** SOURCE MATERIAL follows **

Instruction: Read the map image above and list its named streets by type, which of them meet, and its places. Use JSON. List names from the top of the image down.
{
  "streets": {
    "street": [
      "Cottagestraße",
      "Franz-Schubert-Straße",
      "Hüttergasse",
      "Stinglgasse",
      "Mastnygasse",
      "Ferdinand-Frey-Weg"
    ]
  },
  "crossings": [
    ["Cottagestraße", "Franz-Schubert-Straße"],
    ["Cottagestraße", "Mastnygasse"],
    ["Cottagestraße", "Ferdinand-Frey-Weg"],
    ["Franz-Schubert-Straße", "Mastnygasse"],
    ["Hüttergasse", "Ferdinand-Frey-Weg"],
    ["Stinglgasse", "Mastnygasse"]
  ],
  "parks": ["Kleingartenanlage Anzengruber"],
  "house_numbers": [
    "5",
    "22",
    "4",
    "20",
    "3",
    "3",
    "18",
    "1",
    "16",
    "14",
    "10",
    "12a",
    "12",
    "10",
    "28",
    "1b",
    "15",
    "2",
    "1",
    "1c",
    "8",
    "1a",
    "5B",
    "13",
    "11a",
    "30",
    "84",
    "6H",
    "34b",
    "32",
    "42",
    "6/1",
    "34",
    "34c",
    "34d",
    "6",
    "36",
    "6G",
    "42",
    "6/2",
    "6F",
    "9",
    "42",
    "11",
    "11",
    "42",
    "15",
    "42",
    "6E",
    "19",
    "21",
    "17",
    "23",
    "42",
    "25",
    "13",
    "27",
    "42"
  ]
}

** End of SOURCE MATERIAL **

» TASK REQUIREMENTS: Copy every line that appears above, with each word kept as it is.

» TASK SOLUTION:
Instruction: Read the map image above and list its named streets by type, which of them meet, and its places. Use JSON. List names from the top of the image down.
{
  "streets": {
    "street": [
      "Cottagestraße",
      "Franz-Schubert-Straße",
      "Hüttergasse",
      "Stinglgasse",
      "Mastnygasse",
      "Ferdinand-Frey-Weg"
    ]
  },
  "crossings": [
    ["Cottagestraße", "Franz-Schubert-Straße"],
    ["Cottagestraße", "Mastnygasse"],
    ["Cottagestraße", "Ferdinand-Frey-Weg"],
    ["Franz-Schubert-Straße", "Mastnygasse"],
    ["Hüttergasse", "Ferdinand-Frey-Weg"],
    ["Stinglgasse", "Mastnygasse"]
  ],
  "parks": ["Kleingartenanlage Anzengruber"],
  "house_numbers": [
    "5",
    "22",
    "4",
    "20",
    "3",
    "3",
    "18",
    "1",
    "16",
    "14",
    "10",
    "12a",
    "12",
    "10",
    "28",
    "1b",
    "15",
    "2",
    "1",
    "1c",
    "8",
    "1a",
    "5B",
    "13",
    "11a",
    "30",
    "84",
    "6H",
    "34b",
    "32",
    "42",
    "6/1",
    "34",
    "34c",
    "34d",
    "6",
    "36",
    "6G",
    "42",
    "6/2",
    "6F",
    "9",
    "42",
    "11",
    "11",
    "42",
    "15",
    "42",
    "6E",
    "19",
    "21",
    "17",
    "23",
    "42",
    "25",
    "13",
    "27",
    "42"
  ]
}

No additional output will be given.